More recently, purified MHC class I molecule preparations have been used to study the immunologic effects of donor-specific molecules. Sumimoto and Kamada have shown that continuous infusion of soluble donor MHC class I antigen can significantly prolong allograft survival, and removal of this soluble antigen from the serum abolishes its effect (2). Unfortunately, such experiments are limited by the low availability and purity of donor MHC class I antigens. MHC class I antigens are difficult to purify and the in vitro synthesis is hindered by the complexity of the molecule, making whole MHC molecule-based strategies difficult at this time. However, MHC peptide based strategies have also been investigated. Recently, Clayberger and Krensky have shown that bulk purified peptides may be useful for inducing donor-specific unresponsiveness. More specifically, there is evidence that peptides corresponding to the more polymorphic regions of the alpha-1 and alpha-2 domains of the MHC class I molecule block lysis by cytotoxic T lymphocyte (CTL) in an allele-specific manner (3). In contrast, in vitro data also suggest that peptides corresponding to less polymorphic regions of the MHC class I molecule, specifically residues 75-84 of the alpha-1 helix, may decrease CTL activity in a non-allele-specific manner (4). In followup in vivo studies, B7.75-84, a decamer corresponding to residues 75-84 of the human leukocyte antigen (HLA)-B7 alpha-1 helix, combined with cyclosporine induced unresponsiveness to heterotopic cardiac allografts in the Lewis-to-ACI strain combination (5). B7.75-84 alone had no significant effect on graft survival in this strain combination.
In the present study, we report that B7.75-84 alone significantly prolongs heterotopic cardiac allograft survival in the WF-to-ACI strain combination. This model allowed us to investigate the immunosuppressive properties of B7.75-84 in vivo without the interference of cyclosporine. We have found that B7.75-84 induces a nonspecific decrease in helper T lymphocyte (HTL) function as reflected in decreased IL-2 production in response to donor and third-party antigen and a diminished IgG antibody response to donor MHC class I antigen. This decrease in HTL function is associated with a donor-specific decrease in CTL killing activity.
MATERIALS AND METHODS
Animals and transplantation. Adult male, pathogen-free ACI (RT1.Aa), Wistar-Furth (WF-RT1.Au), Lewis (RT1.Al) and Fischer (F344-RT1.Alv1) rats weighing 150 to 250 g were used in these studies.
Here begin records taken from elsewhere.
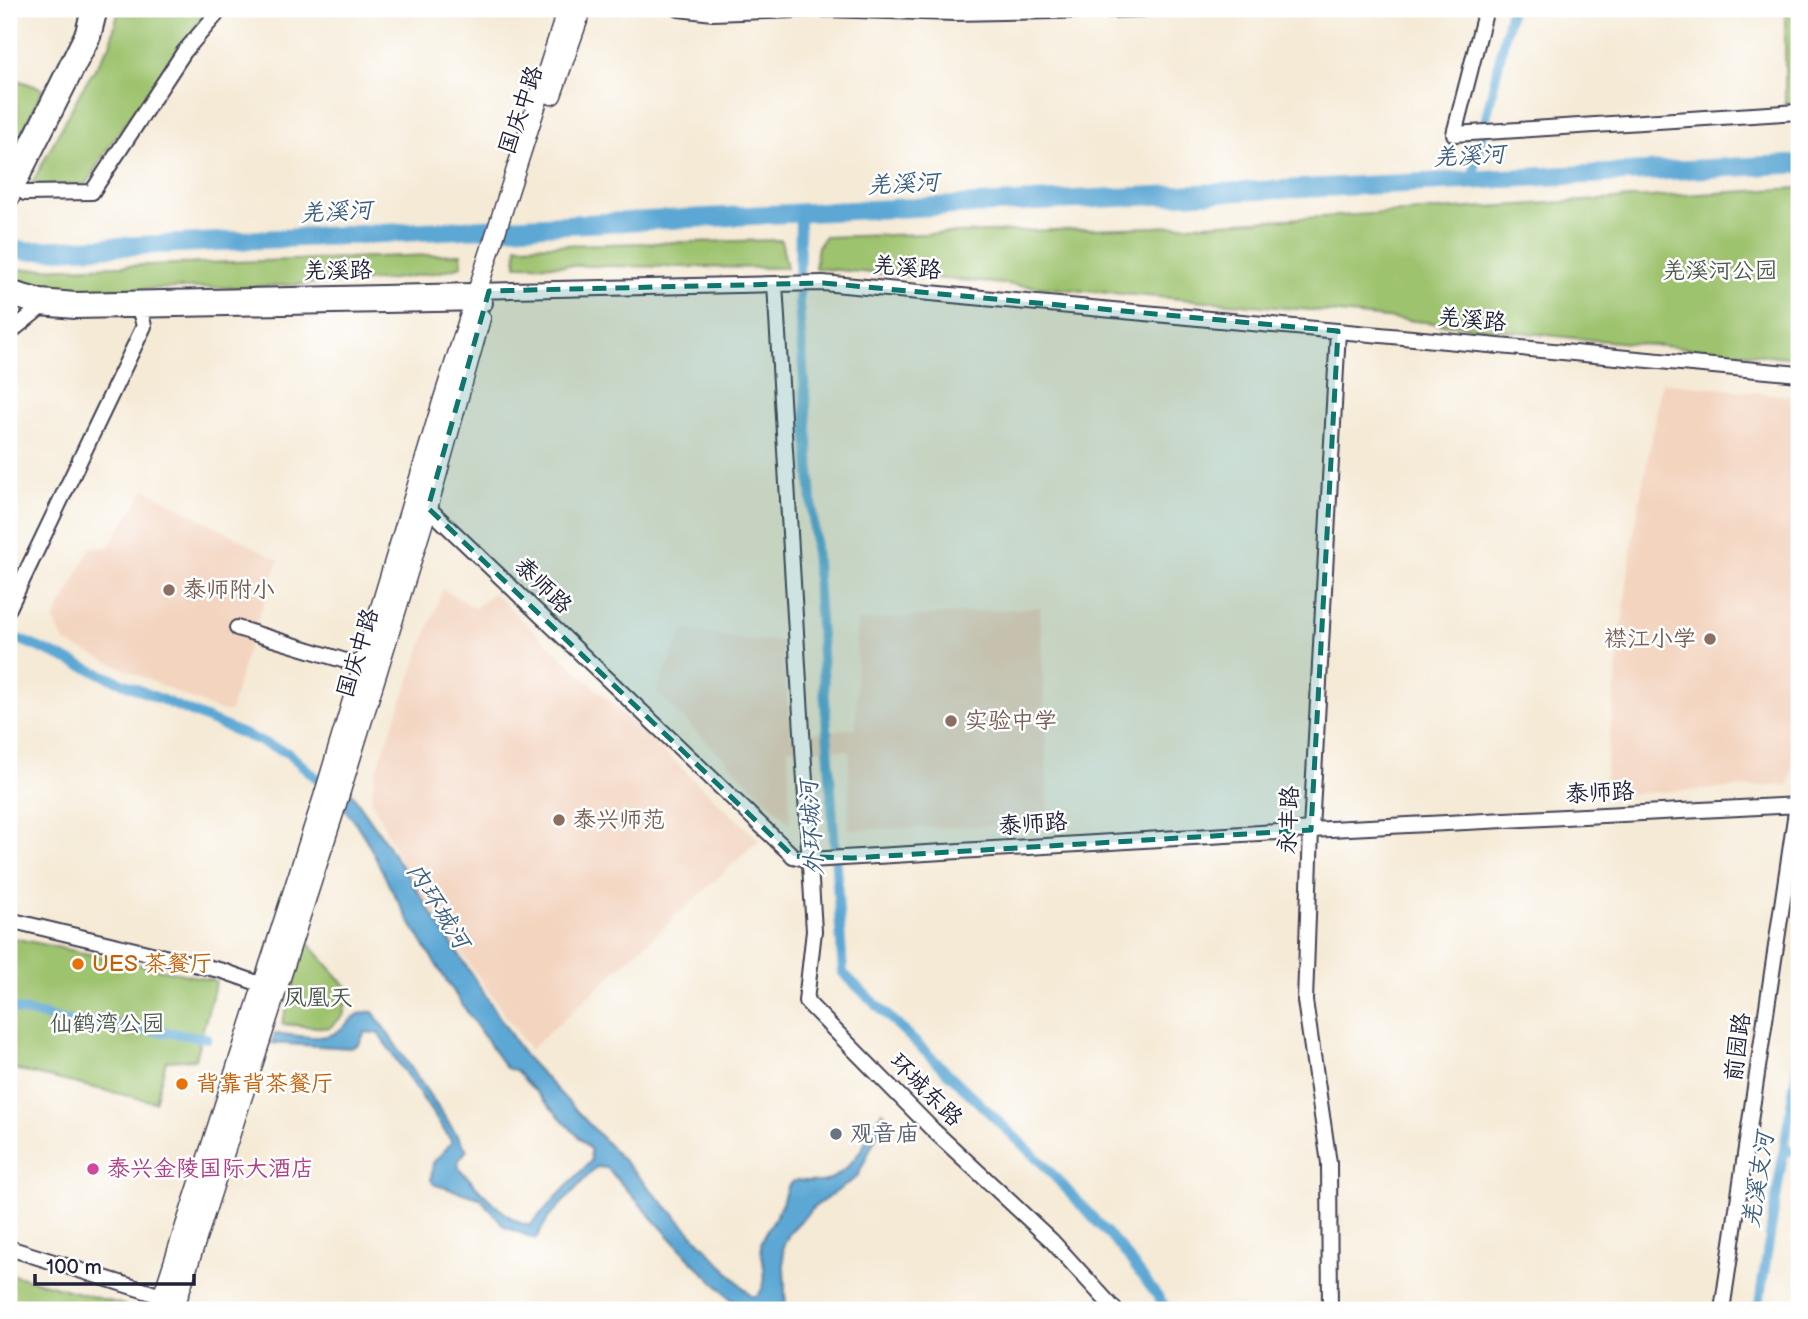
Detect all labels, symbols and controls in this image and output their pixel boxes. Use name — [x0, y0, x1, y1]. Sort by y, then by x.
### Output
street label: 国庆中路 — [493, 62, 549, 158]
water label: 羌溪河 — [1432, 139, 1510, 172]
water label: 羌溪河 — [866, 167, 944, 200]
water label: 羌溪河 — [299, 195, 377, 228]
street label: 羌溪路 — [871, 251, 943, 285]
street label: 羌溪路 — [303, 256, 373, 286]
park label: 羌溪河公园 — [1663, 257, 1778, 285]
street label: 羌溪路 — [1436, 303, 1508, 337]
street label: 泰师路 — [508, 552, 578, 620]
place label: 泰师附小 — [183, 576, 275, 604]
marker: 泰师附小 — [161, 582, 177, 598]
street label: 国庆中路 — [331, 605, 385, 701]
place label: 襟江小学 — [1604, 625, 1696, 653]
marker: 襟江小学 — [1702, 631, 1718, 647]
place label: 实验中学 — [965, 707, 1057, 735]
marker: 实验中学 — [943, 713, 959, 729]
water label: 外环城河 — [794, 775, 830, 877]
street label: 泰师路 — [1565, 777, 1635, 809]
street label: 永丰路 — [1273, 785, 1305, 855]
place label: 泰兴师范 — [573, 806, 665, 834]
street label: 泰师路 — [998, 808, 1068, 840]
marker: 泰兴师范 — [551, 812, 567, 828]
water label: 内环城河 — [400, 858, 478, 958]
place label: UES 茶餐厅 — [92, 950, 213, 978]
marker: UES 茶餐厅 — [70, 956, 86, 972]
park label: 凤凰天 — [284, 984, 353, 1012]
park label: 仙鹤湾公园 — [50, 1010, 165, 1038]
street label: 前园路 — [1719, 1011, 1757, 1083]
street label: 环城东路 — [884, 1048, 968, 1132]
place label: 背靠背茶餐厅 — [196, 1070, 334, 1098]
marker: 背靠背茶餐厅 — [174, 1076, 190, 1092]
place label: 观音庙 — [850, 1120, 919, 1148]
marker: 观音庙 — [828, 1126, 844, 1142]
water label: 羌溪支河 — [1736, 1126, 1780, 1230]
place label: 泰兴金陵国际大酒店 — [107, 1155, 314, 1183]
marker: 泰兴金陵国际大酒店 — [85, 1161, 101, 1177]
scale bar — [35, 1242, 194, 1286]
text: 100 m — [46, 1255, 102, 1280]

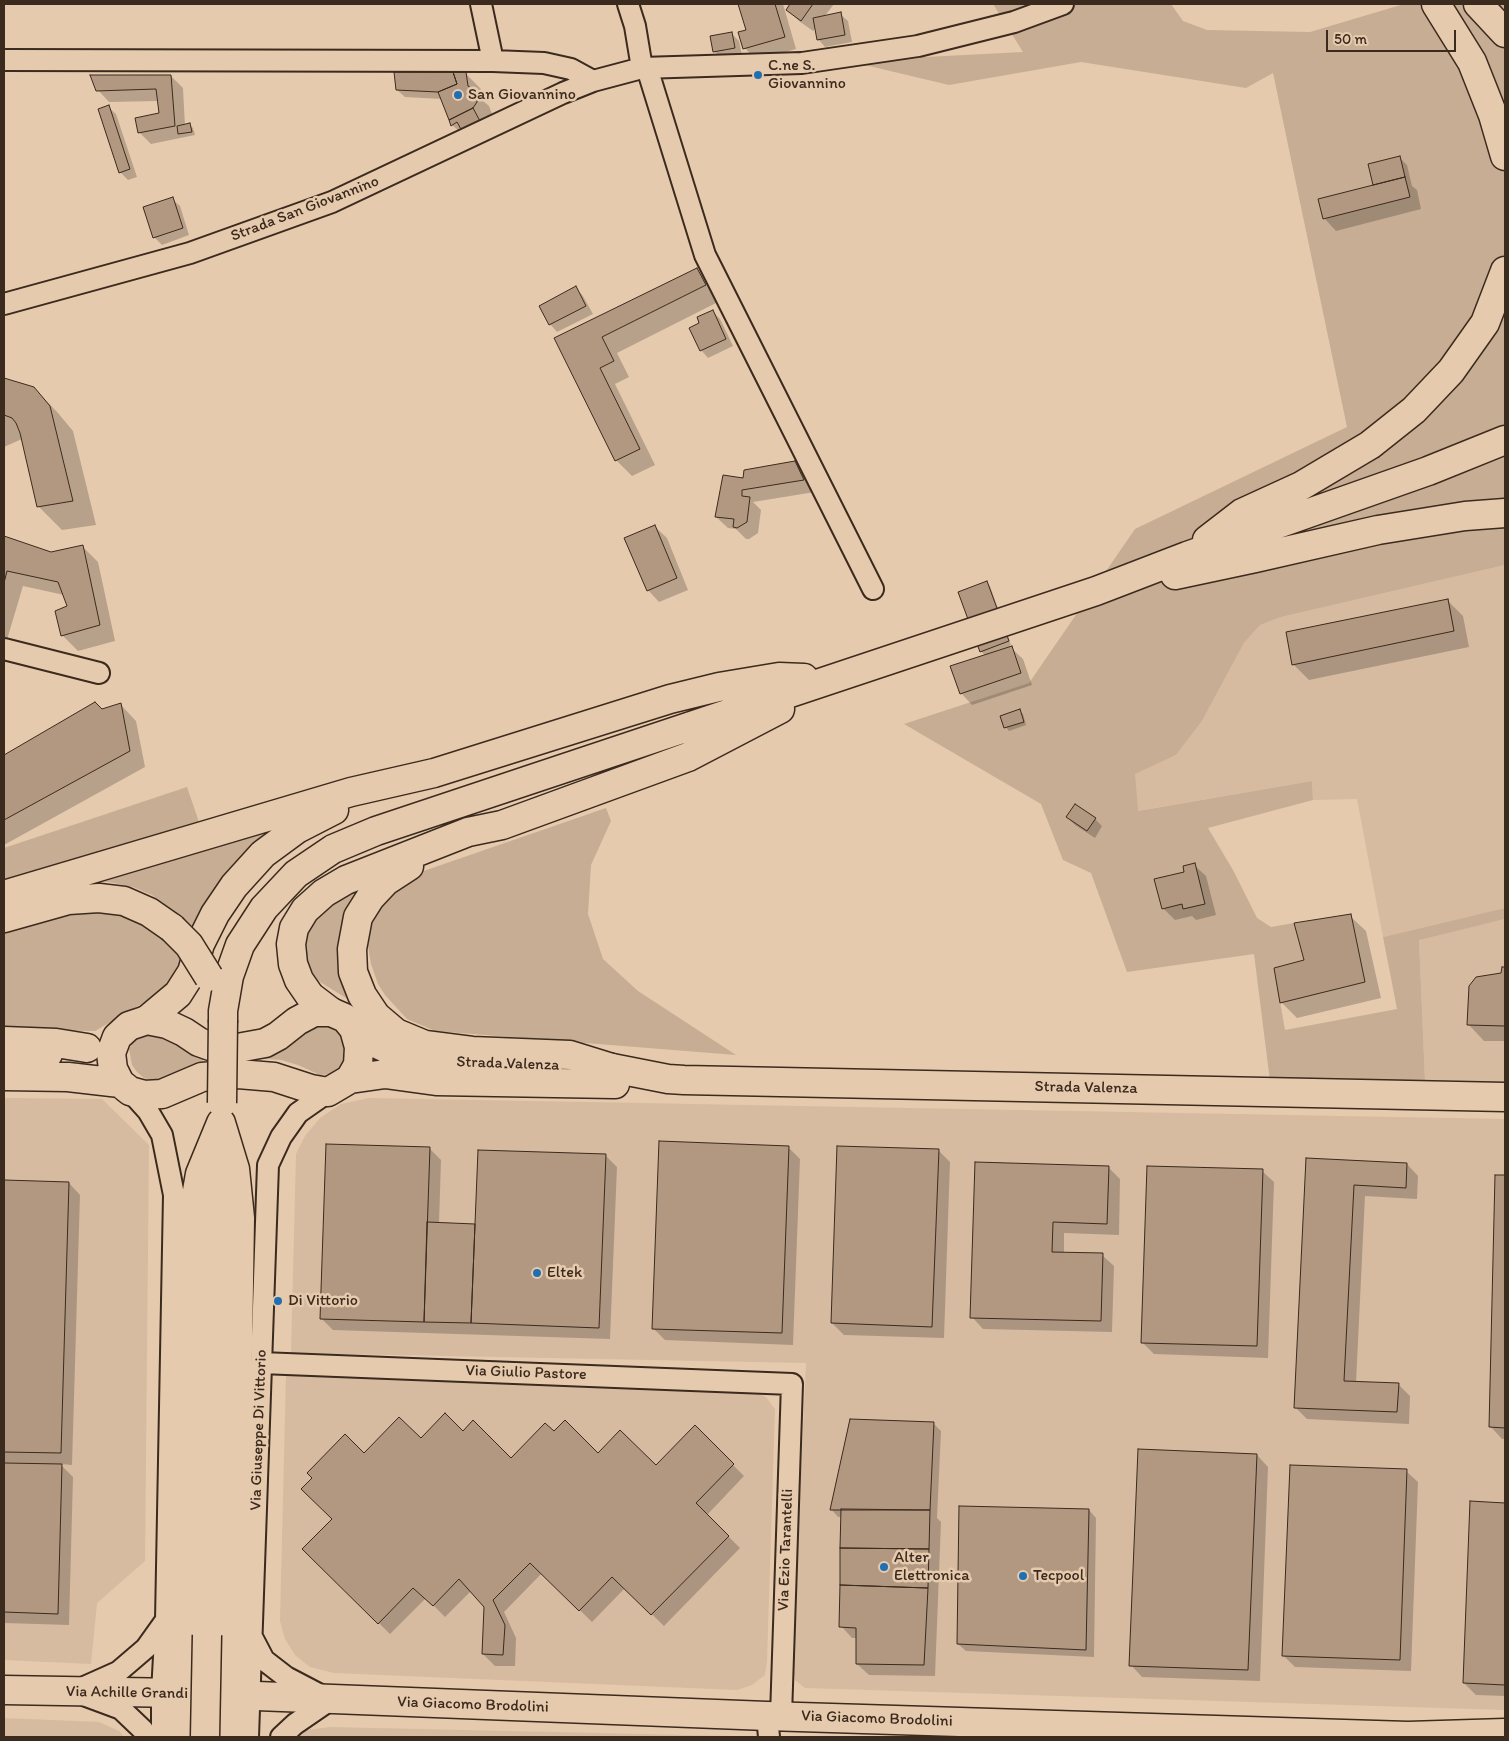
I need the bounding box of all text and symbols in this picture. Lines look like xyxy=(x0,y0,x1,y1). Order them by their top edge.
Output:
scale bar xyxy=(1329,20,1459,52)
text: 50 m xyxy=(1334,30,1367,48)
place label: C.ne S. Giovannino xyxy=(768,56,846,94)
marker: C.ne S. Giovannino xyxy=(752,69,764,81)
place label: San Giovannino xyxy=(468,85,576,105)
marker: San Giovannino xyxy=(452,89,464,101)
street label: Strada San Giovannino xyxy=(228,172,382,246)
street label: Strada Valenza xyxy=(456,1053,560,1075)
street label: Strada Valenza xyxy=(1034,1078,1138,1098)
place label: Eltek xyxy=(547,1263,582,1283)
marker: Eltek xyxy=(531,1267,543,1279)
place label: Di Vittorio xyxy=(288,1291,358,1311)
marker: Di Vittorio xyxy=(272,1295,284,1307)
street label: Via Giuseppe Di Vittorio xyxy=(247,1349,271,1511)
street label: Via Giulio Pastore xyxy=(465,1361,587,1385)
street label: Via Ezio Tarantelli xyxy=(774,1488,798,1612)
place label: Alter Elettronica xyxy=(894,1548,970,1586)
marker: Alter Elettronica xyxy=(878,1561,890,1573)
place label: Tecpool xyxy=(1033,1566,1084,1586)
marker: Tecpool xyxy=(1017,1570,1029,1582)
street label: Via Achille Grandi xyxy=(66,1682,188,1704)
street label: Via Giacomo Brodolini xyxy=(397,1693,549,1717)
street label: Via Giacomo Brodolini xyxy=(801,1707,953,1731)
Animals were purchased from Harlan Sprague Dawley (Indianapolis, IN) and were maintained according to standard NIH guidelines. Cardiac allografts were performed between ACI, Lewis, F344, and WF strains. Recipients were treated daily with B7.75-84 10 mg/kg/day i.v. on day 0 to day 4 perioperatively. Heterotopic cardiac allografts were performed using a modification of the technique originally described by Ono and Lindsey (6). Donor hearts were transplanted to the recipient's abdomen by anastomosing donor and recipient aorta, and donor pulmonary artery to the recipients inferior vena cava. Grafts were palpated to assess rejection, and nonpalpable contractions prompted direct inspection at laparotomy. Graft rejection time was defined as the time at which no cardiac contractions were either palpable or visible by direct inspection at laparatomy. Grafts were checked daily and time to rejection was measured from the day of transplant to the day of rejection in whole-day increments.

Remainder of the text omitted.